# Handy Farm Devices



## UncleJoe (Jan 11, 2009)

Here we find 100's of articles on how things were done on the farm before modern technology took hold. It was written in 1910 before cars and electricity were commonplace on most farms. 
After you've gone through the 300 or so articles on this page click on Small Farms Library at the bottom of the page. A lot (but not all) of this will make good reading also.
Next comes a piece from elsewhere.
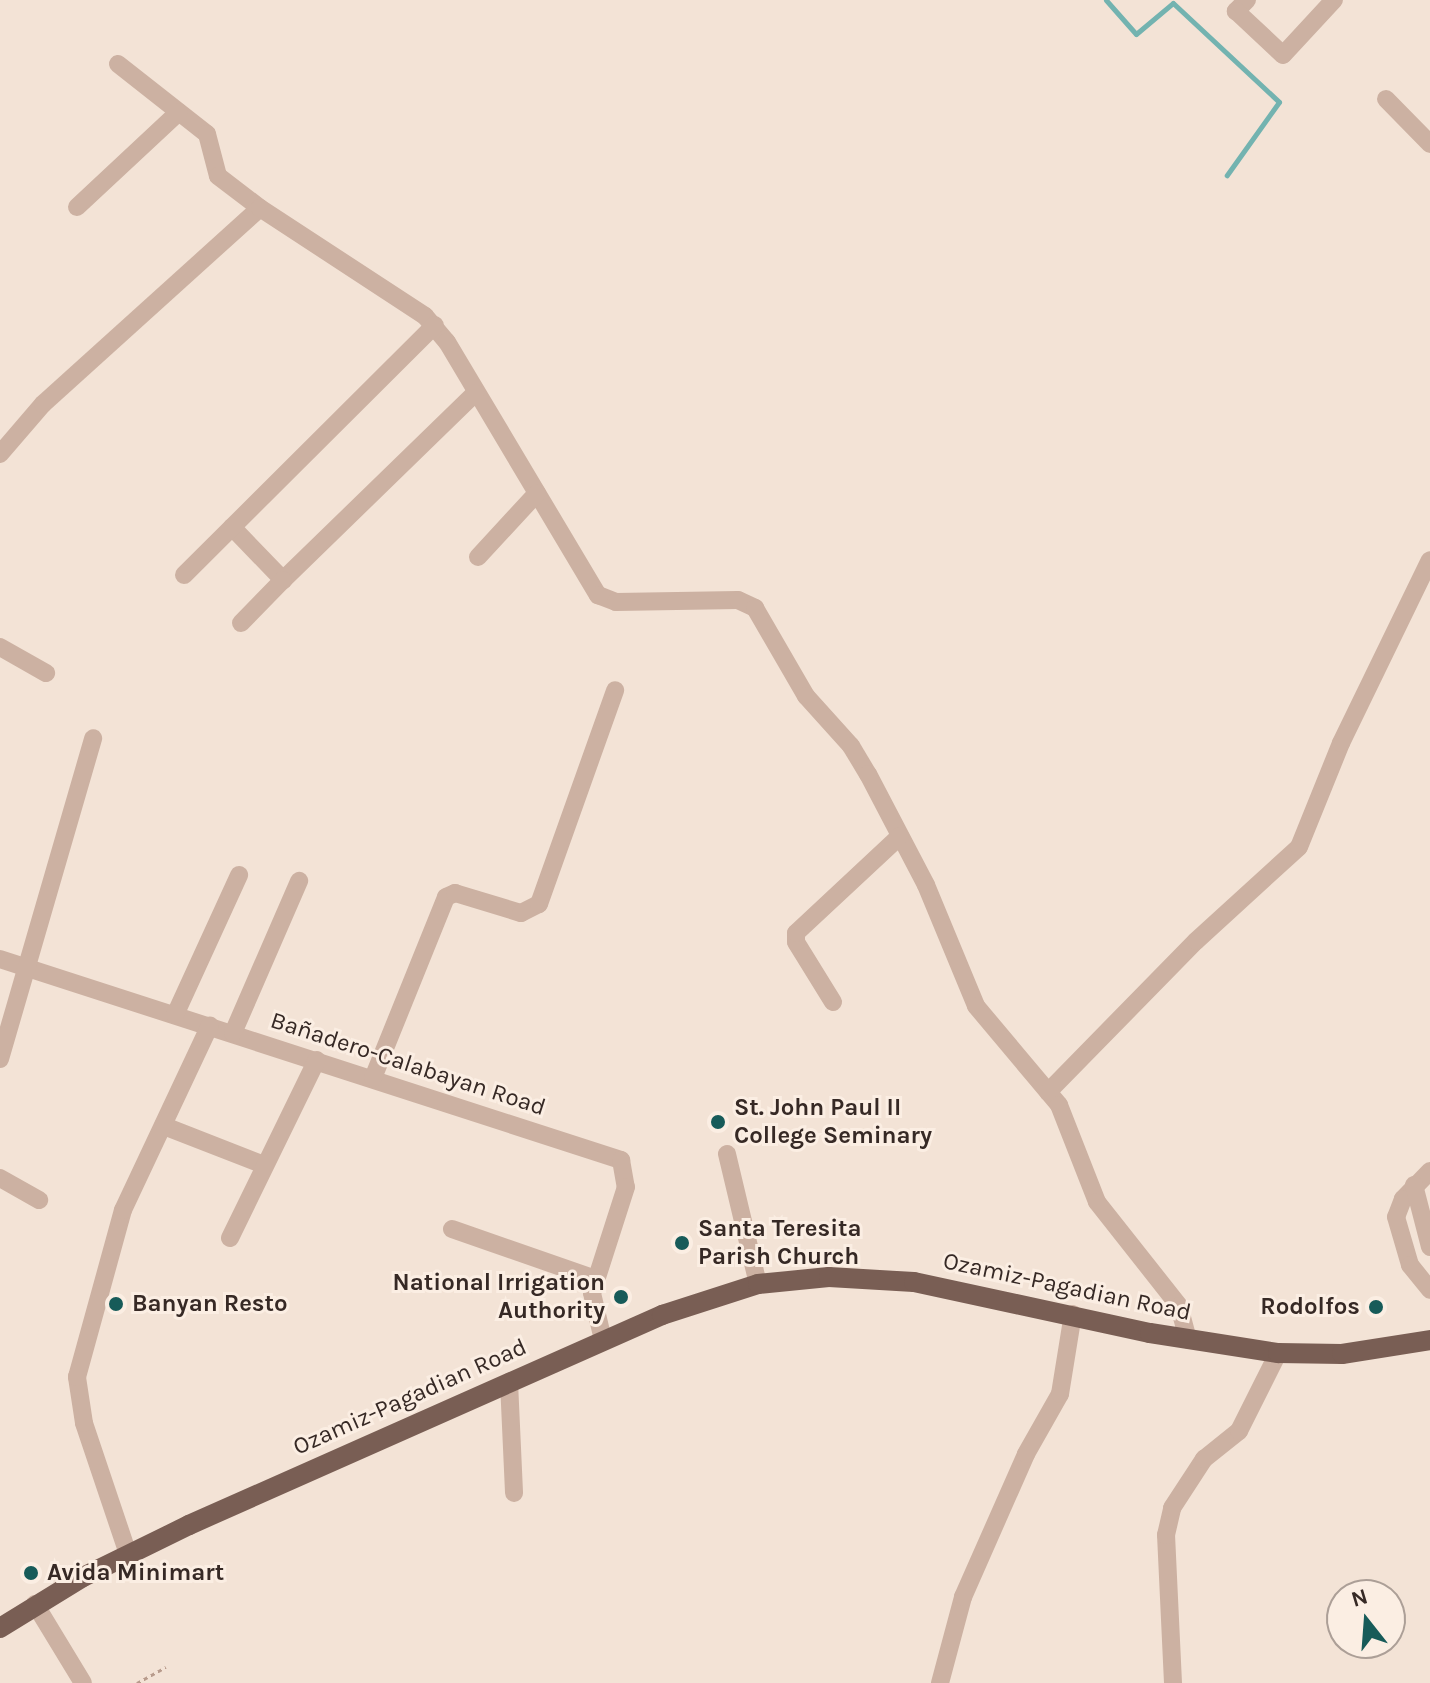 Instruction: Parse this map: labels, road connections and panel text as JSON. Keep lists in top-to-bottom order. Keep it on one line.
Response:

Handy Farm Devices - Cobleigh - ToC


----------



## Lake Windsong (Nov 27, 2009)

*Good link with lots of illustrations!*

:thankyou:

This is a keeper.:congrat:


----------



## kyfarmer (Feb 22, 2009)

I've had it bookmarked for a long time now and recomend it highly to any one. Has a load of good stuff in it. Great find.


----------



## bunkerbob (Sep 29, 2009)

Thanks UncleJoe for the link, you trying to take my place for links???:2thumb:


----------



## UncleJoe (Jan 11, 2009)

Never happen. You're the King.


----------



## Jason (Jul 25, 2009)

It's a shame you two are across the country from each other. Between the 2 of you you could wall in your land, live in total comfort, off grid, with full bellies every day, and never be seen again.


----------



## Al-Thi'b (Jan 6, 2010)

Nice info thanks for sharing.


----------